Regularly people tell me they admire my courage.  It always puts a smile on my face.  Me ...Miss Courageous.

Last night I snuggled up in bed with a magzaine and ... up came the word courage again.  The article described it as bravery, fortitude, will, and intrepidity.  The author saw it as the ability to confront fear, pain, risk, danger, uncertainty and intimidation. "Physical courage" is courage in the face of physical pain, hardship, death, or threat of death, while "moral courage" is the ability to act rightly in the face of popular opposition, shame, scandal or discouragement.

Hmmm ... this certainly put my courage in a different perspective. LOL

So this morning I googled for courage.

As a [desirable] quality, courage is discussed broadly in Aristotle's Nicomachean Ethics, where its vice of shortage is cowardice and its vice of excess is recklessness.

In Roman Catholicism, courage is referred to as "Fortitude" as one of the four cardinal virtues, along with prudence, justice and temperance. In both Catholicism and Anglicanism, courage is also one of the seven gifts of the Holy Spirit.
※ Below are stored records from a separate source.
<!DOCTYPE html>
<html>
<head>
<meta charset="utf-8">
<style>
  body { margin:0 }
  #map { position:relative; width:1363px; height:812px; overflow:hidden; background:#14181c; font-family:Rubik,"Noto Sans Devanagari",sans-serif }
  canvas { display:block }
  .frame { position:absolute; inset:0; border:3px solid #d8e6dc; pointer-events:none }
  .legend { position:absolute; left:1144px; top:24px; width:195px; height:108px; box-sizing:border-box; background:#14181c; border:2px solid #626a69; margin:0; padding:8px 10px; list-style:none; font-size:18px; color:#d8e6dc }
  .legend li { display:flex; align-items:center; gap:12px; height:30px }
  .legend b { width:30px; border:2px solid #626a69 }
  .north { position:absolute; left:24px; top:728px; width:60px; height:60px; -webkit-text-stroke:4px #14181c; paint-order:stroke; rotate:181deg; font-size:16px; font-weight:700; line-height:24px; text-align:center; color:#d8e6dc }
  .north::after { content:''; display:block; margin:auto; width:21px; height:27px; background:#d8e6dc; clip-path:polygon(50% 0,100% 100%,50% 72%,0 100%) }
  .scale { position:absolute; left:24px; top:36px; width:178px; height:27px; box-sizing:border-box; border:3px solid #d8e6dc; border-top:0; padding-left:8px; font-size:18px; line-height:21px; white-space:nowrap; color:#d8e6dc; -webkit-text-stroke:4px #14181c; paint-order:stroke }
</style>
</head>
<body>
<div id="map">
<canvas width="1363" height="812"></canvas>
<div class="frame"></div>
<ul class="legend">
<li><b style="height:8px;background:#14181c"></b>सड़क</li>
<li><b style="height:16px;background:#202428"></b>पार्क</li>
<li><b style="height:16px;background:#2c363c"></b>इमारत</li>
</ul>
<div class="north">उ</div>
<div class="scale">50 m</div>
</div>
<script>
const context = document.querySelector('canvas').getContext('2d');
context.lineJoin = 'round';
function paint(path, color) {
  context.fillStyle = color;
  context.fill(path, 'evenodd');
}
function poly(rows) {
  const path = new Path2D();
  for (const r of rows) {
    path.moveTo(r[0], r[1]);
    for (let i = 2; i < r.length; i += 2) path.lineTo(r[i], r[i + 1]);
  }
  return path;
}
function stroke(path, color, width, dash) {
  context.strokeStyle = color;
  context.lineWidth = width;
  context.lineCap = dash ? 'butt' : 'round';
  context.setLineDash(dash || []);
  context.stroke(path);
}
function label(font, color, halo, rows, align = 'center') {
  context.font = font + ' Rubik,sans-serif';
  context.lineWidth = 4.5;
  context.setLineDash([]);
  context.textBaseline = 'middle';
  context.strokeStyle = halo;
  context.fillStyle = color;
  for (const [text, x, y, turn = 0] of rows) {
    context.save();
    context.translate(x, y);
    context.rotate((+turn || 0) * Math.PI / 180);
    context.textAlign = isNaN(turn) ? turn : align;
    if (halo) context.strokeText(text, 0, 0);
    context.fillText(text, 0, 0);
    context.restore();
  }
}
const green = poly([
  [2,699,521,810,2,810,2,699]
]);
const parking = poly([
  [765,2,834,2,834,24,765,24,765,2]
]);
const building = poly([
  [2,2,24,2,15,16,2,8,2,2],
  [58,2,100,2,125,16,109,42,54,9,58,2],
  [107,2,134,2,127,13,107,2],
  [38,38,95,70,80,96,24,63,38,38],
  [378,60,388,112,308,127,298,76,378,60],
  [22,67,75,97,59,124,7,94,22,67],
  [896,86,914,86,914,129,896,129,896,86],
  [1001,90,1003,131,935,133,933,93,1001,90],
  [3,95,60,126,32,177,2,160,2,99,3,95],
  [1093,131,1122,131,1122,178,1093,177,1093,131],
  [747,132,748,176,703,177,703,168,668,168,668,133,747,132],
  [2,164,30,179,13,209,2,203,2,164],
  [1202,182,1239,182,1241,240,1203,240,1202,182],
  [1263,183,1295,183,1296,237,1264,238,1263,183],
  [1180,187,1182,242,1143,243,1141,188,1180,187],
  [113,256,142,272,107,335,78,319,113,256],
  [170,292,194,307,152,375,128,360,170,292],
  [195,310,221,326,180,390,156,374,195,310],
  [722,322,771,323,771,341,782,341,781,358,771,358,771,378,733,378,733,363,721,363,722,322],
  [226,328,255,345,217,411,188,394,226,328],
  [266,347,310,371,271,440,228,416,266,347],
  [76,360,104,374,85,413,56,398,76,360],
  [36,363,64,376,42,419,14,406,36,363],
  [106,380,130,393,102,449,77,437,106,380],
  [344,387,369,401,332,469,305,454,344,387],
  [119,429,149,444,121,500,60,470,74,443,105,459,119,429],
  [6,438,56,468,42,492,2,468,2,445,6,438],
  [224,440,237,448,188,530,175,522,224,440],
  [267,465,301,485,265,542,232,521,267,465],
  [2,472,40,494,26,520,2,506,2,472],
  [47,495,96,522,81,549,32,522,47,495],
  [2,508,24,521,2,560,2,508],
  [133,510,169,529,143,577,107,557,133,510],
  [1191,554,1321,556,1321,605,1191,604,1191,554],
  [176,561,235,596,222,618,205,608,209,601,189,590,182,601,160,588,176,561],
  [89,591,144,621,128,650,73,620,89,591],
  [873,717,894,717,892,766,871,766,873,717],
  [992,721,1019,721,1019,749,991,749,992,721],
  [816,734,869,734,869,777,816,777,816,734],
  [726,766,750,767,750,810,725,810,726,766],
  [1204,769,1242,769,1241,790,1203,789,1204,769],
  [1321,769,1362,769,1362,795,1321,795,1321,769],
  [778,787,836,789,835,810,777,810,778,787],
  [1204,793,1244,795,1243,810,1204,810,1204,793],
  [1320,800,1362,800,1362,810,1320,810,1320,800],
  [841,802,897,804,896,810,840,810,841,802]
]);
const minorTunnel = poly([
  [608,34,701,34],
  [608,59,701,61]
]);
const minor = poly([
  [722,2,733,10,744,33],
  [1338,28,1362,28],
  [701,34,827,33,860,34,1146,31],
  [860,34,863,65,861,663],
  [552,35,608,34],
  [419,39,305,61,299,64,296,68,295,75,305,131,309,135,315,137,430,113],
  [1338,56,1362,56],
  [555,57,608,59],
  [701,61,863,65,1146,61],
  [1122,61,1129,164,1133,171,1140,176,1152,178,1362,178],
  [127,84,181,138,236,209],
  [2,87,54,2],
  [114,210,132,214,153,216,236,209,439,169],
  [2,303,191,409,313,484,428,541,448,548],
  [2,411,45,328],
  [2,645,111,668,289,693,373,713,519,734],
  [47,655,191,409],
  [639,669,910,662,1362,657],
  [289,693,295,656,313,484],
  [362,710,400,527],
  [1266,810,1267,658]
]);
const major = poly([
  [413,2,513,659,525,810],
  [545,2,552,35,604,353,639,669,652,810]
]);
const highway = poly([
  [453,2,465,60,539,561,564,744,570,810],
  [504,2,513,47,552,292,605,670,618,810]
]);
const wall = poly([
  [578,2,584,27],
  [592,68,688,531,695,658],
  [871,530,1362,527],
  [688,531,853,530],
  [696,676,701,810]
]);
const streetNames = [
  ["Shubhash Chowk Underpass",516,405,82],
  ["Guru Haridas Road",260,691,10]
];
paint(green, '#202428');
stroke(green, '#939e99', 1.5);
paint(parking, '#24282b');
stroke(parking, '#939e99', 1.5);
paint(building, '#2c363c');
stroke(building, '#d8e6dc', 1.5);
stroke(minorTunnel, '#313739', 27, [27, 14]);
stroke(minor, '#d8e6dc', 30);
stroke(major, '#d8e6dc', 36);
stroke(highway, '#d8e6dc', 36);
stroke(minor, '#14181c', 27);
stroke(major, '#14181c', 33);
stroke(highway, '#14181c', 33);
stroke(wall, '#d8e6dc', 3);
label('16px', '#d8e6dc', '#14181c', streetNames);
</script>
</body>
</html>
Søren Kierkegaard opposed courage to angst, while Paul Tillich opposed an existential courage to be to non-being, fundamentally equating it with religion:
"Courage is the self-affirmation of being in spite of the fact of non-being. It is the act of the individual self in taking the anxiety of non-being upon itself by affirming itself ... in the anxiety of guilt and condemnation. ... every courage to be has openly or covertly a religious root. For religion is the state of being grasped by the power of being itself."
J.R.R. Tolkien identified in his 1936 lecture "Beowulf: The Monsters and the Critics" a "Northern 'theory of courage'"—the heroic or "virtuous pagan" insistence to do the right thing even in the face of certain defeat without promise of reward or salvation:
It is the strength of the northern mythological imagination that it faced this problem, put the monsters in the centre, gave them victory but no honour, and found a potent and terrible solution in naked will and courage. 'As a working theory absolutely impregnable.' So potent is it, that while the older southern imagination has faded forever into literary ornament, the northern has power, as it were, to revive its spirit even in our own times. It can work, as it did even with the goðlauss Viking, without gods: martial heroism as its own end.
Virtuous pagan heroism or courage in this sense is "trusting in your own strength," as observed by Jacob Grimm in his Teutonic Mythology,
Men who, turning away in utter disgust and doubt from the heathen faith, placed their reliance on their own strength and virtue. Thus in the Sôlar lioð 17 we read of Vêbogi and Râdey â sik þau trûðu, "in themselves they trusted"
Ernest Hemingway famously defined courage as "grace under pressure."





So my dearest friends ... what is your definition of courage???